Era tale l’impressione che agli occidentali cristiani arrecò la descrizione del paradiso dei maomettani, che l’idea di una vita dopo la morte immersa nei godimenti sensuali, in cui trovò un ruolo fondamentale il cibo, si fece largo nei romanzi e nella narrativa fantasiosa dell’epoca. Manoscritti come “La scala di Maometto”, tradotti in latino, francese e spagnolo, circolavano attorno alla metà del XII secolo di mano in mano. “La scala di maometto” era il racconto dell’ascesa del Profeta ai diversi livelli del paradiso. L’immagine principale, in tutti i livelli del paradiso, era costituita dai giardini, ove in ogni angolo si trovava ogni genere di leccornia che mente umana potesse immaginare. Il fedele, avrebbe potuto assaggiare vini aromatici e colorati in innumerevoli varianti ed anche se non fosse bastato tutto ciò, un albero, su ordinazione, avrebbe potuto offrire 70.000 diverse qualità (avete letto bene!) di pietanze. E non si può, infine, far a meno di ricordare “Il giardino profumato” (o meglio Il giardino profumato per la ricreazione dell’anima) composto nel 1519 da Muhammad an-Nafzawi, verosimilmente uno sceicco tunisino. Sembra che an-Nafzawi, condannato a morte dal suo signore, il sultano Adb al-Aziez Farid, ottenesse da questi la promessa di aver salva la vita solo se avesse scritto qualcosa che risvegliasse i suoi sensi sopiti. Nacque così il primo testo della letteratura erotica araba, in cui, accanto alla precisa descrizione di rapporti sessuali, figurano una serie di prescrizioni igieniche e cosmetiche, nonché una buona quantità di ricette destinate “ad aumentare il vigore nel coito”.

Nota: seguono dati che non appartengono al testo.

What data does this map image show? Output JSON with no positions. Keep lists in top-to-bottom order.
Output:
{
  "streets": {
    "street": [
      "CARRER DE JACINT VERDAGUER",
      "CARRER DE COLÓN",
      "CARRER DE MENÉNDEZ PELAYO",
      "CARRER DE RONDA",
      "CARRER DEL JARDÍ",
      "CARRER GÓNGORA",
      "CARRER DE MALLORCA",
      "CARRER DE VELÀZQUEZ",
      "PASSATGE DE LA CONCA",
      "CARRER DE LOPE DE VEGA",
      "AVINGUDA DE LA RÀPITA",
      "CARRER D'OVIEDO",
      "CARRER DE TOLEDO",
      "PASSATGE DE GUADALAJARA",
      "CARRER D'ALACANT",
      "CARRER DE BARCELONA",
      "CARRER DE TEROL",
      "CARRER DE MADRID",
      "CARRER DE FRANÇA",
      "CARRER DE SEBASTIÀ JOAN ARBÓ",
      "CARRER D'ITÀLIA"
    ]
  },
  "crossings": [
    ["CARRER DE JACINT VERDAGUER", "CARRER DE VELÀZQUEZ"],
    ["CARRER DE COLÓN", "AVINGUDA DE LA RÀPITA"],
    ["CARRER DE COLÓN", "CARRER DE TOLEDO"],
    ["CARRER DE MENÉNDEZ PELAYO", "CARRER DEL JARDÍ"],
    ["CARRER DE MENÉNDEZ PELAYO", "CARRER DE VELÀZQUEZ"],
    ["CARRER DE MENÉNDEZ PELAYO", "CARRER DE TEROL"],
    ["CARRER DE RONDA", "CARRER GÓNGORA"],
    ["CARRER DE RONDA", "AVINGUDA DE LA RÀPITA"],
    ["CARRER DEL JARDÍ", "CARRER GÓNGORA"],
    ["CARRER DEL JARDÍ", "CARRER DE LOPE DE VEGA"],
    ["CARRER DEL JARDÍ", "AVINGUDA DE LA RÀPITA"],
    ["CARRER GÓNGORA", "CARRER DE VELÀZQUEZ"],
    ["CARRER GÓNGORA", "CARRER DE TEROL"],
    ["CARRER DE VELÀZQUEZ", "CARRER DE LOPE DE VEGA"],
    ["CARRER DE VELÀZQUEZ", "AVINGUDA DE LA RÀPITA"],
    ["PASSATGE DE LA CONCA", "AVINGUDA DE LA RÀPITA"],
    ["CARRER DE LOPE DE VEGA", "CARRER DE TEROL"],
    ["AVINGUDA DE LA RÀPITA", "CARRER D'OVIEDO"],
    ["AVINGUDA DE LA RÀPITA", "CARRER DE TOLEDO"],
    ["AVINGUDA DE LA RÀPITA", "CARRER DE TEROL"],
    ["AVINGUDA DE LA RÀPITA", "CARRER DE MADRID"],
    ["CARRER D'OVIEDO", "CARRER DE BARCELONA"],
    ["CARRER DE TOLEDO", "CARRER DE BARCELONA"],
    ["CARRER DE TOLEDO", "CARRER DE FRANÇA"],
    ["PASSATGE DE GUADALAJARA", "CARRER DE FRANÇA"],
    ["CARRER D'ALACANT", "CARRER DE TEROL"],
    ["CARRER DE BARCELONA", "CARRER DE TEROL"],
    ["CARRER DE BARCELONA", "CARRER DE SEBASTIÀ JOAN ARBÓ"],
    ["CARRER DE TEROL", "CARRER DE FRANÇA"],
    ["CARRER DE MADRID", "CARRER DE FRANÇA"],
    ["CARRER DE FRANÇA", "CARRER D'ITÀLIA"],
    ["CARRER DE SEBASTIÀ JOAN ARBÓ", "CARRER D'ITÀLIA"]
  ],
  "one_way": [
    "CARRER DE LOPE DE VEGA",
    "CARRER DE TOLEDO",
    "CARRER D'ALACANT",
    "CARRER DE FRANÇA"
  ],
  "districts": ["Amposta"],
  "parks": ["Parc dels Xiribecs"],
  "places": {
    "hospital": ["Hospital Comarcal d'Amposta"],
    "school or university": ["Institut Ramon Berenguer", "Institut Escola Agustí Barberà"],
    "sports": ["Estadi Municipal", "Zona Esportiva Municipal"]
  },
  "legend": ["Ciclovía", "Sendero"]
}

… e dopo tanto parlare ecco una ricetta a base di tahina, miele ed olio di sesamo… ingredienti tipici della cucina islamica.

Crema di cioccolato con tahina

Ingredienti: 150 gr di tahina, 50 gr di miele, 40 gr di olio di sesamo, 50 gr di cioccolato fondente al 60-70% sciolto a bagnomaria, 50 gr di burro ammorbidito.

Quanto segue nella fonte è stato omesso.